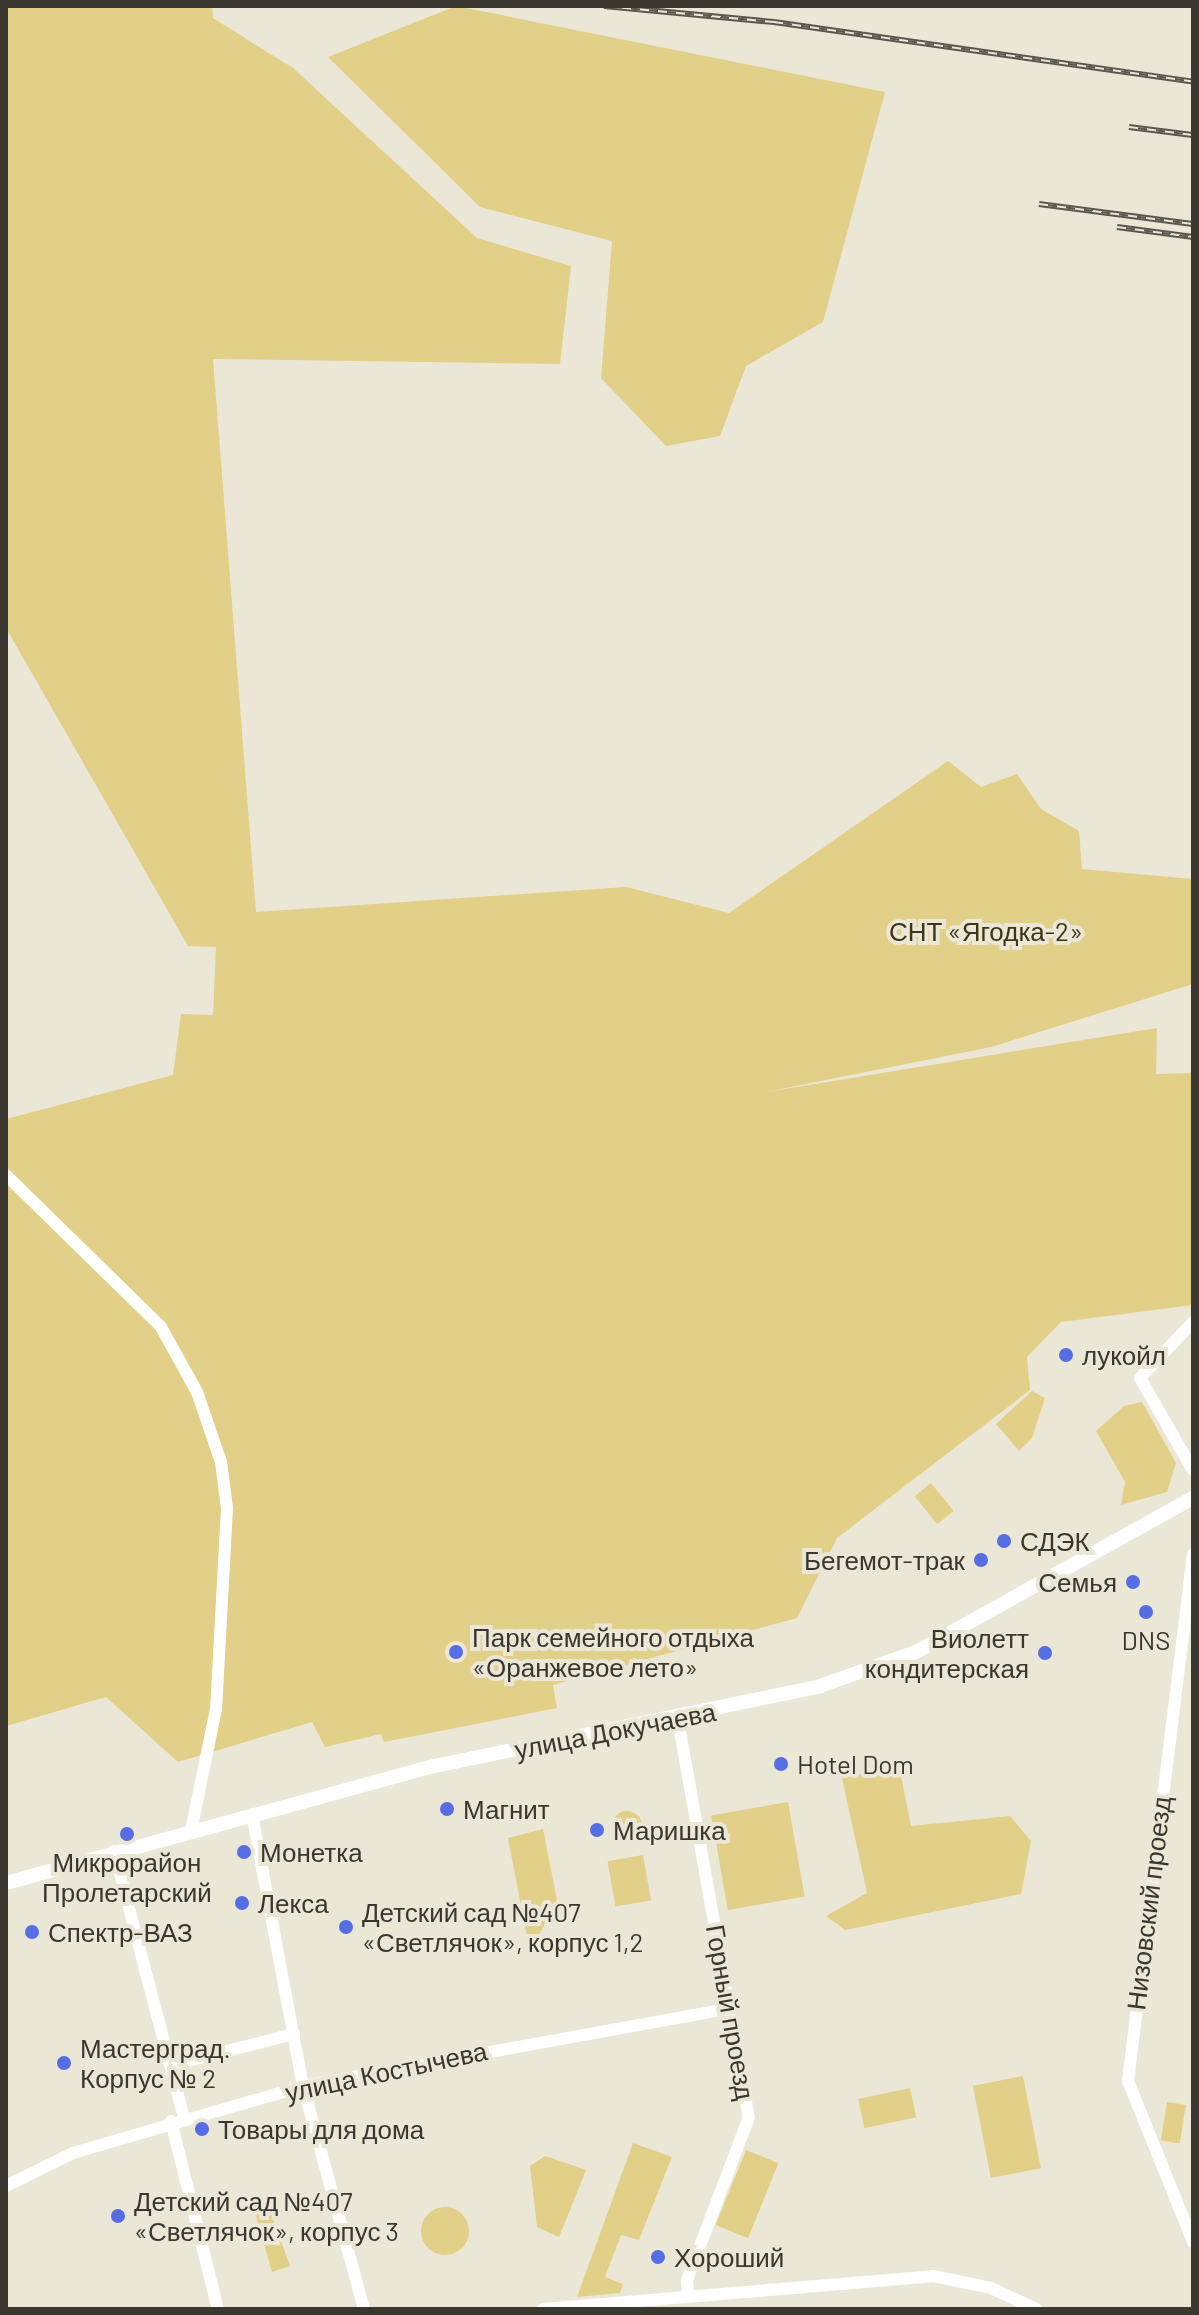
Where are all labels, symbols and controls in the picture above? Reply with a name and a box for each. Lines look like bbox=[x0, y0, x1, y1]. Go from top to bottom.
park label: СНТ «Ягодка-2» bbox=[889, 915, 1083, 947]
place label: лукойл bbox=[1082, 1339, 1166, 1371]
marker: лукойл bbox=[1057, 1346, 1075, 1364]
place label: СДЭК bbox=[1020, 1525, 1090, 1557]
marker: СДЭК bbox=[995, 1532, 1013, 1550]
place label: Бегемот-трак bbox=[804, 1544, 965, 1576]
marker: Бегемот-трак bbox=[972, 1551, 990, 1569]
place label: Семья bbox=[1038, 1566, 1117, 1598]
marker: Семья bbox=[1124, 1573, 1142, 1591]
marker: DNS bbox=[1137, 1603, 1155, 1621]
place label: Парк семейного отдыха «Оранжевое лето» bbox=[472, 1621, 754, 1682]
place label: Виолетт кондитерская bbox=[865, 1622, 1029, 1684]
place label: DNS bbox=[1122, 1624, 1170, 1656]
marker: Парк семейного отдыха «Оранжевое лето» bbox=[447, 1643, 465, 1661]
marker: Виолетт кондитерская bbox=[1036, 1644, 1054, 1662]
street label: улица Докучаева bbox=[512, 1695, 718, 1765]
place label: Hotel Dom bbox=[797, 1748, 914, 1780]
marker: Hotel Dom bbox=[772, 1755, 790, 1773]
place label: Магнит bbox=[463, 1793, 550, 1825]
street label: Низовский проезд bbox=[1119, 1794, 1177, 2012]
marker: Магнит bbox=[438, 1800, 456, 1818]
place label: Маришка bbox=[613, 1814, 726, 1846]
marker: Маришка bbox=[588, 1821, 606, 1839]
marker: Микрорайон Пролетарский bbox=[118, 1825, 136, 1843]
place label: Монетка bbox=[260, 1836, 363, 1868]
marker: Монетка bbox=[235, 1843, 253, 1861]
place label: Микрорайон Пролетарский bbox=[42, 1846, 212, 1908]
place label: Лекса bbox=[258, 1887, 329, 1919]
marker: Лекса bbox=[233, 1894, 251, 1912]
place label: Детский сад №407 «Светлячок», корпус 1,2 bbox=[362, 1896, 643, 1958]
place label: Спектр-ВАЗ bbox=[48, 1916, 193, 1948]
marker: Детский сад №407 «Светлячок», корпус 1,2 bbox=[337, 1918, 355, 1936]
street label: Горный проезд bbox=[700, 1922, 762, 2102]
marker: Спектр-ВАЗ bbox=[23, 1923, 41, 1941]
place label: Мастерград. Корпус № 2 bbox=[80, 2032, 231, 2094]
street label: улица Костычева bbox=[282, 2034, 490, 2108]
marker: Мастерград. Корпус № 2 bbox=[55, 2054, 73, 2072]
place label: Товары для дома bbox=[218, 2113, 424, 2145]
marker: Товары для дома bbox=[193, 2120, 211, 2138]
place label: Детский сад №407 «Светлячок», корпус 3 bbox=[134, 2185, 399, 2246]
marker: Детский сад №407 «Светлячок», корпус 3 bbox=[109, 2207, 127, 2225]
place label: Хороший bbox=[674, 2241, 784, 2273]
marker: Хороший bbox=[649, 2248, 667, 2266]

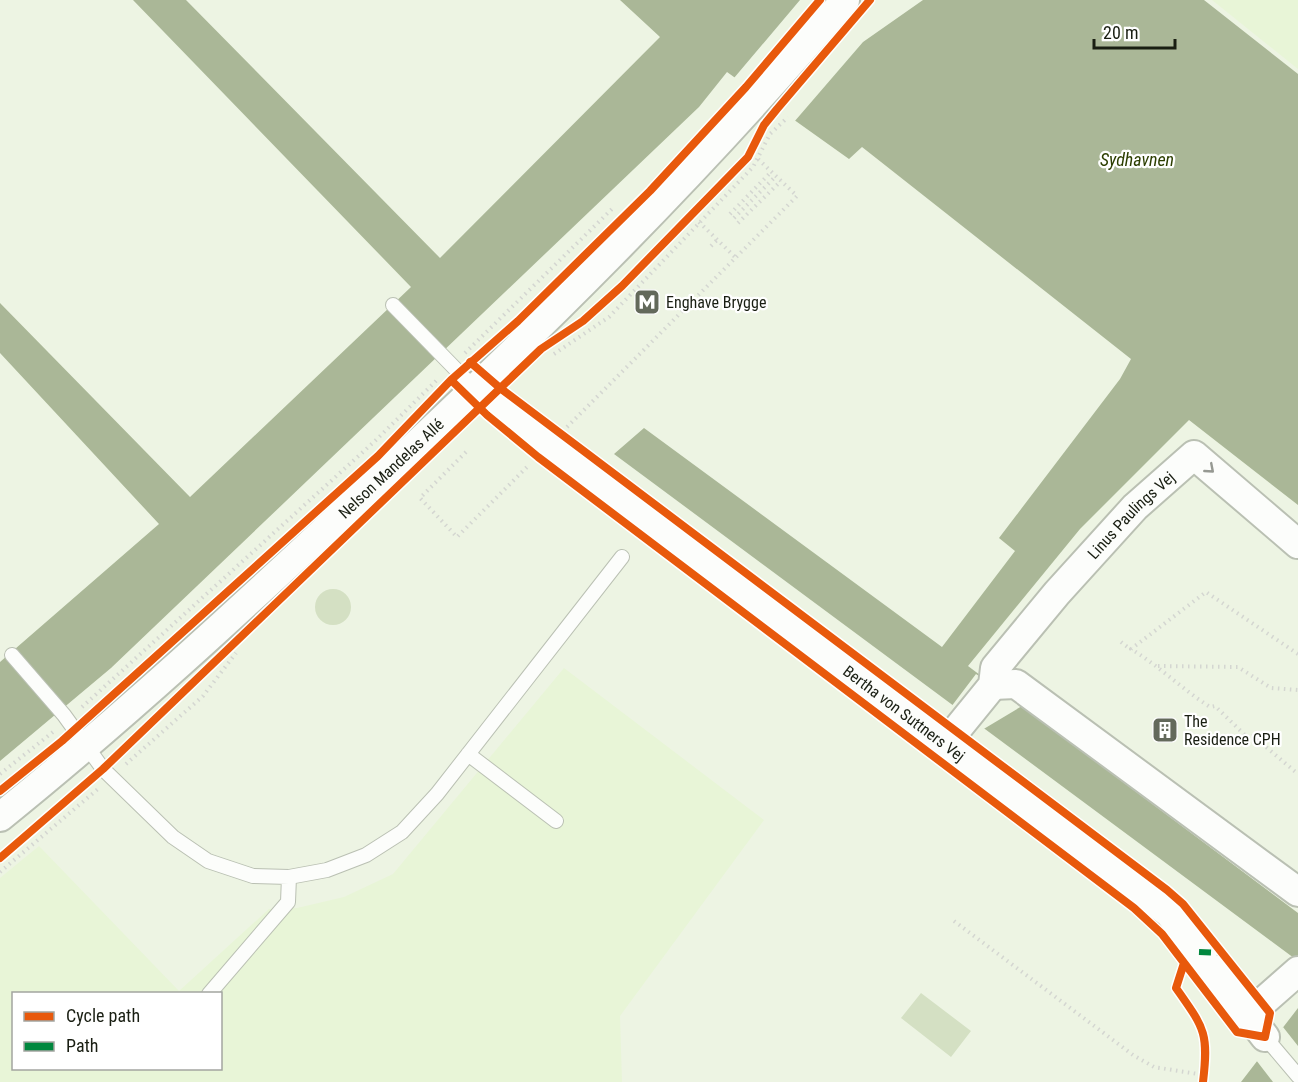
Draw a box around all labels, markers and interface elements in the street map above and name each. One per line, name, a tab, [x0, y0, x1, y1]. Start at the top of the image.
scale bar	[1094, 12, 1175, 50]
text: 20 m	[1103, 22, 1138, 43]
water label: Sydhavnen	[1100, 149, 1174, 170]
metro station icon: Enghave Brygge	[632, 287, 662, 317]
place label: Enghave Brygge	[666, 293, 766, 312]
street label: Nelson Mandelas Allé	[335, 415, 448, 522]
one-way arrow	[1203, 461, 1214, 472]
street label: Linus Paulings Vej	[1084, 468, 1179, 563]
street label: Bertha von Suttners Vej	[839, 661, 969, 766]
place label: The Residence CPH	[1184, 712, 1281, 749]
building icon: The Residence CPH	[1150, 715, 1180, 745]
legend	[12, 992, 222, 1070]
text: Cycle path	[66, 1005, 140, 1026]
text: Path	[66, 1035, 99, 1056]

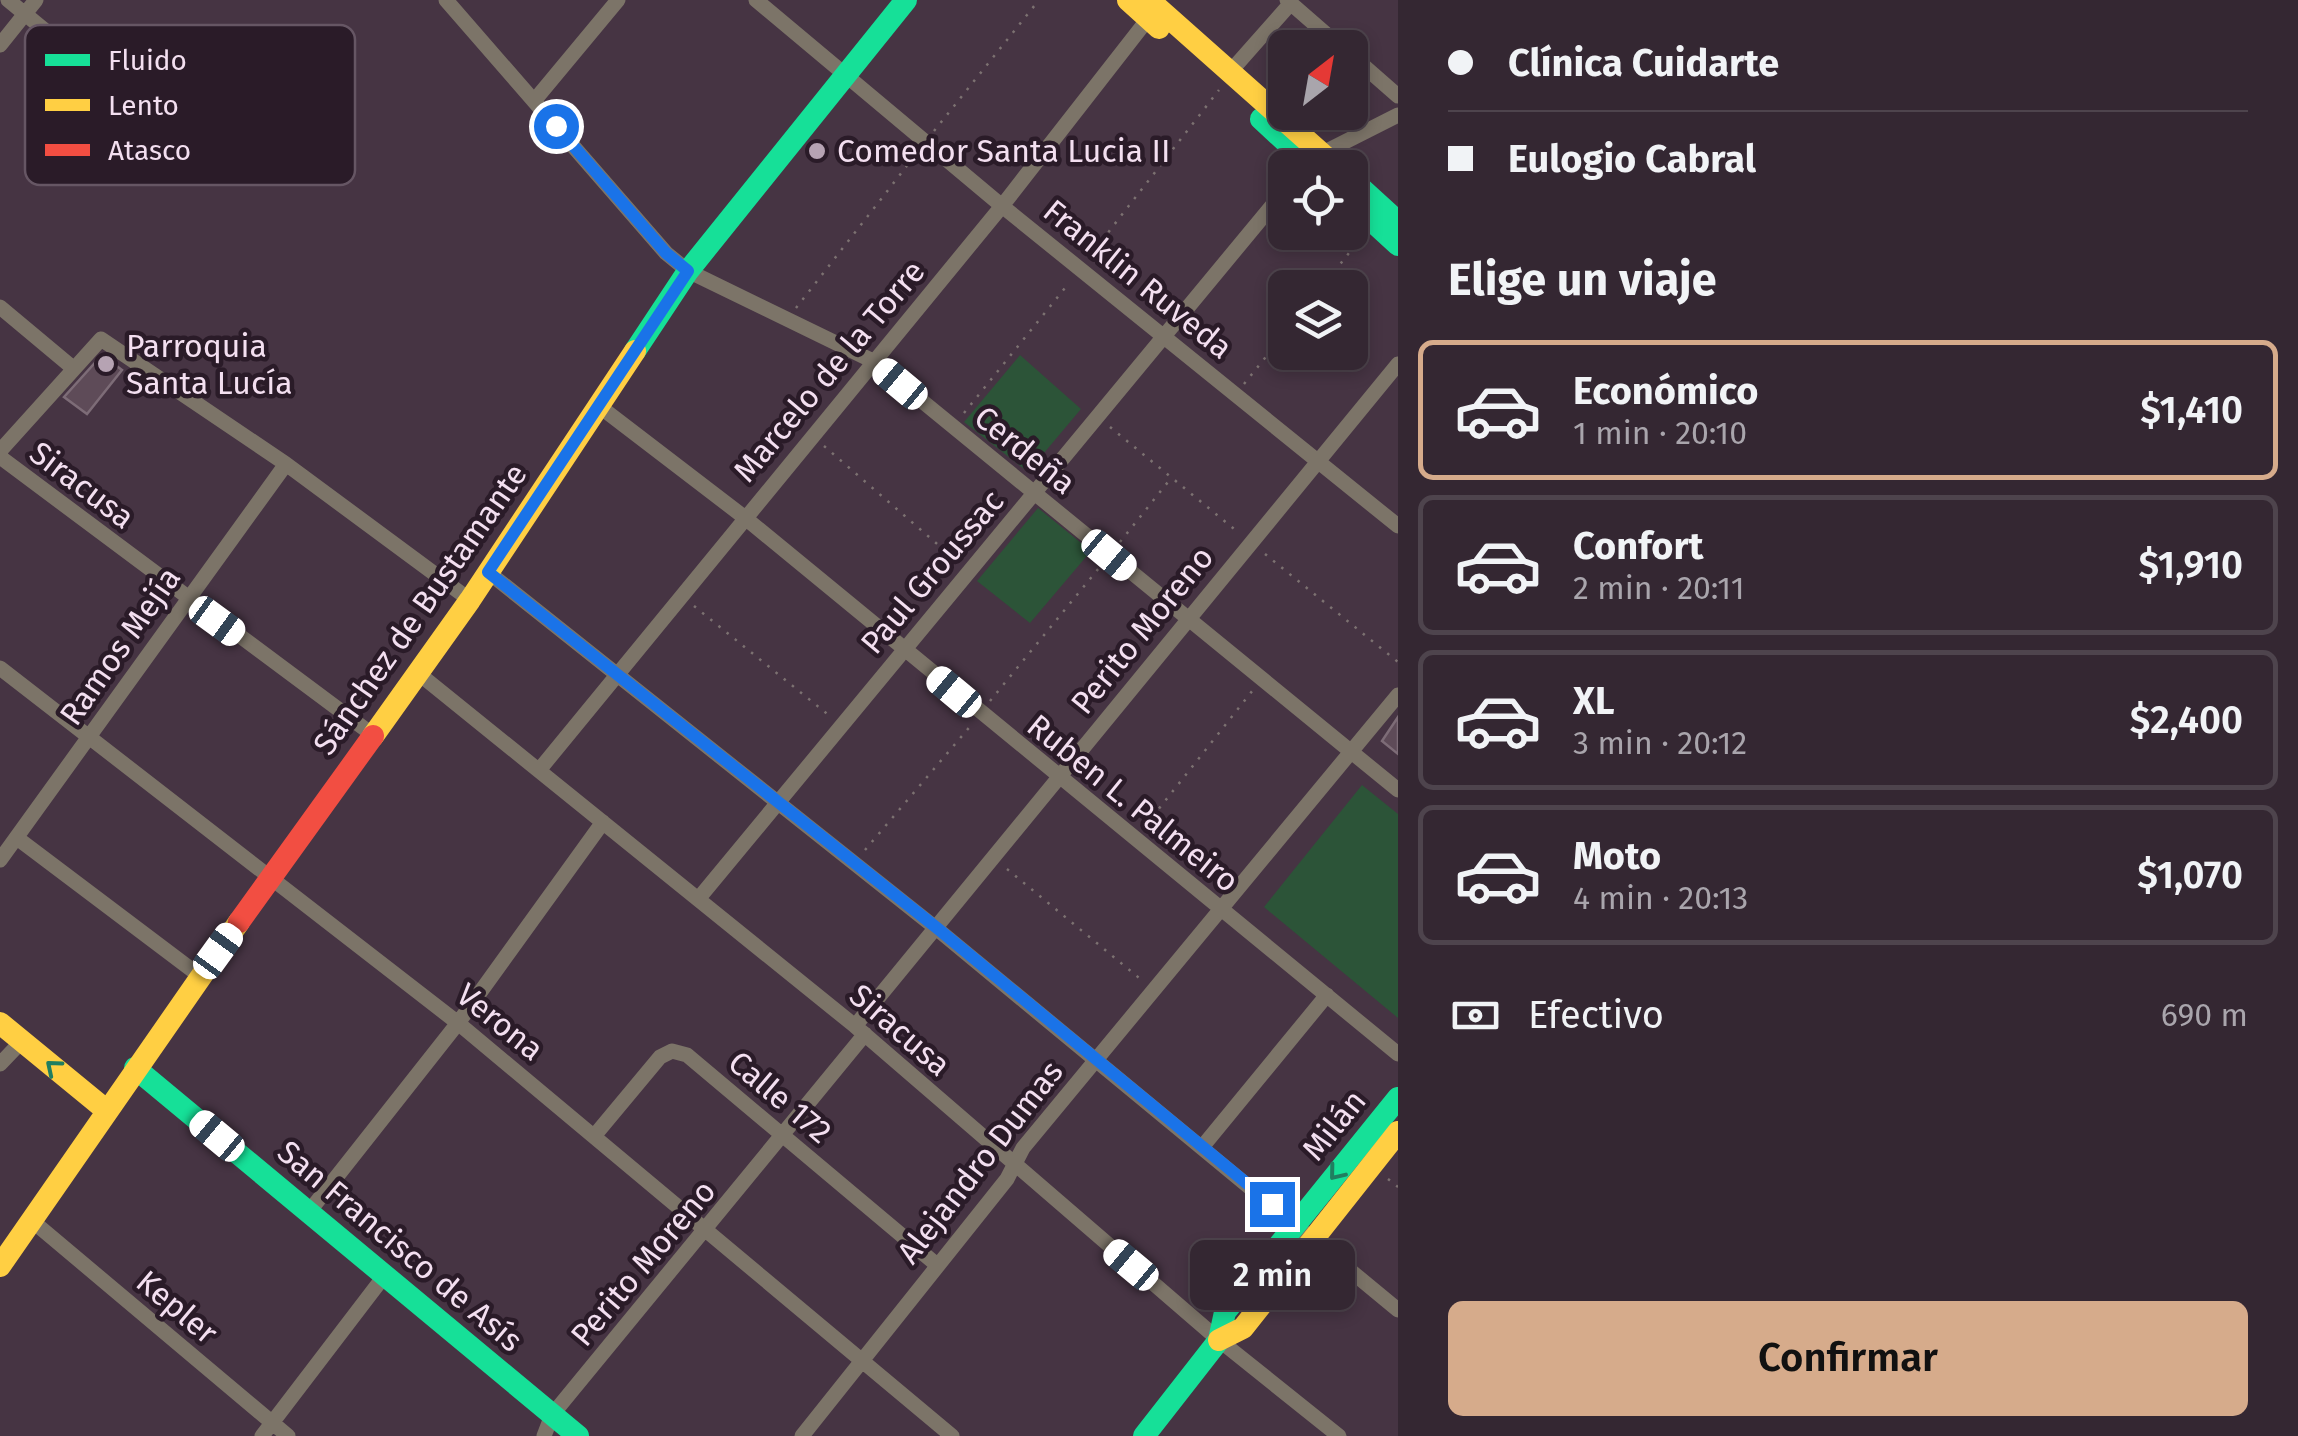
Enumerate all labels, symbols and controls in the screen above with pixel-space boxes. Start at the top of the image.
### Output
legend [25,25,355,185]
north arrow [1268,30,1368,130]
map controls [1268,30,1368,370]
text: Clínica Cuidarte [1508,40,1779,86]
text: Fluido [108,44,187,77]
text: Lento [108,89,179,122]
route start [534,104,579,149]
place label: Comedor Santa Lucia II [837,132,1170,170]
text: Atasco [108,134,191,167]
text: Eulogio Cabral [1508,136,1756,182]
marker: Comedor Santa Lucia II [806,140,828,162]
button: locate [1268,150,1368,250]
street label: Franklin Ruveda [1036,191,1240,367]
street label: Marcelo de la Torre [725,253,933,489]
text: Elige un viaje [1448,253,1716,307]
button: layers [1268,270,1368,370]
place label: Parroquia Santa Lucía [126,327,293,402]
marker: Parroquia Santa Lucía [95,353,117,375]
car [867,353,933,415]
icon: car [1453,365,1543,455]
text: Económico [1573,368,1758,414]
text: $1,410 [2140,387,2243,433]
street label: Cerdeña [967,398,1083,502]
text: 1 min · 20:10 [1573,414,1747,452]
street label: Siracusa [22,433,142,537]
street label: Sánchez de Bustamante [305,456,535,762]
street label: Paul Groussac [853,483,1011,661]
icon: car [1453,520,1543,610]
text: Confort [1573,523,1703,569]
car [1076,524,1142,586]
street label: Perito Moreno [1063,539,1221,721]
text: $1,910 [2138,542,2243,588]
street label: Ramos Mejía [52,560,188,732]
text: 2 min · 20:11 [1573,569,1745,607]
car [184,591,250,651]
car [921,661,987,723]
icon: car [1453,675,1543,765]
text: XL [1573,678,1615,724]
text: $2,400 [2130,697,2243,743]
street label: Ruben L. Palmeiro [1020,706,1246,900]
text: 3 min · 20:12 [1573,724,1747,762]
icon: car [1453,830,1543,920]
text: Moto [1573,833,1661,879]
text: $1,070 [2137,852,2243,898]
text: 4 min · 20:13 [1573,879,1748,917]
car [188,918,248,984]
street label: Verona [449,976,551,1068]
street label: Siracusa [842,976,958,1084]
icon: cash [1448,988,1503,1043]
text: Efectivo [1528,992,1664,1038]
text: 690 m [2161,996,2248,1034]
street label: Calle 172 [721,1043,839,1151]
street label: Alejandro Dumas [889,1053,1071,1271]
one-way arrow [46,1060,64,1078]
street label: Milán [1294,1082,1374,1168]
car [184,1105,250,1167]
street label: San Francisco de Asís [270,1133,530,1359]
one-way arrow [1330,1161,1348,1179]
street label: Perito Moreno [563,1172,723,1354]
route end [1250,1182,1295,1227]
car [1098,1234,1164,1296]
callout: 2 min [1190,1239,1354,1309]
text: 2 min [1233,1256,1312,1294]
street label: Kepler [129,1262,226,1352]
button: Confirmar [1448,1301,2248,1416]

What the exercise asks:
Please state how many lines in the listing contain the string "route", and give nothing besides that number.

Exercise response:
2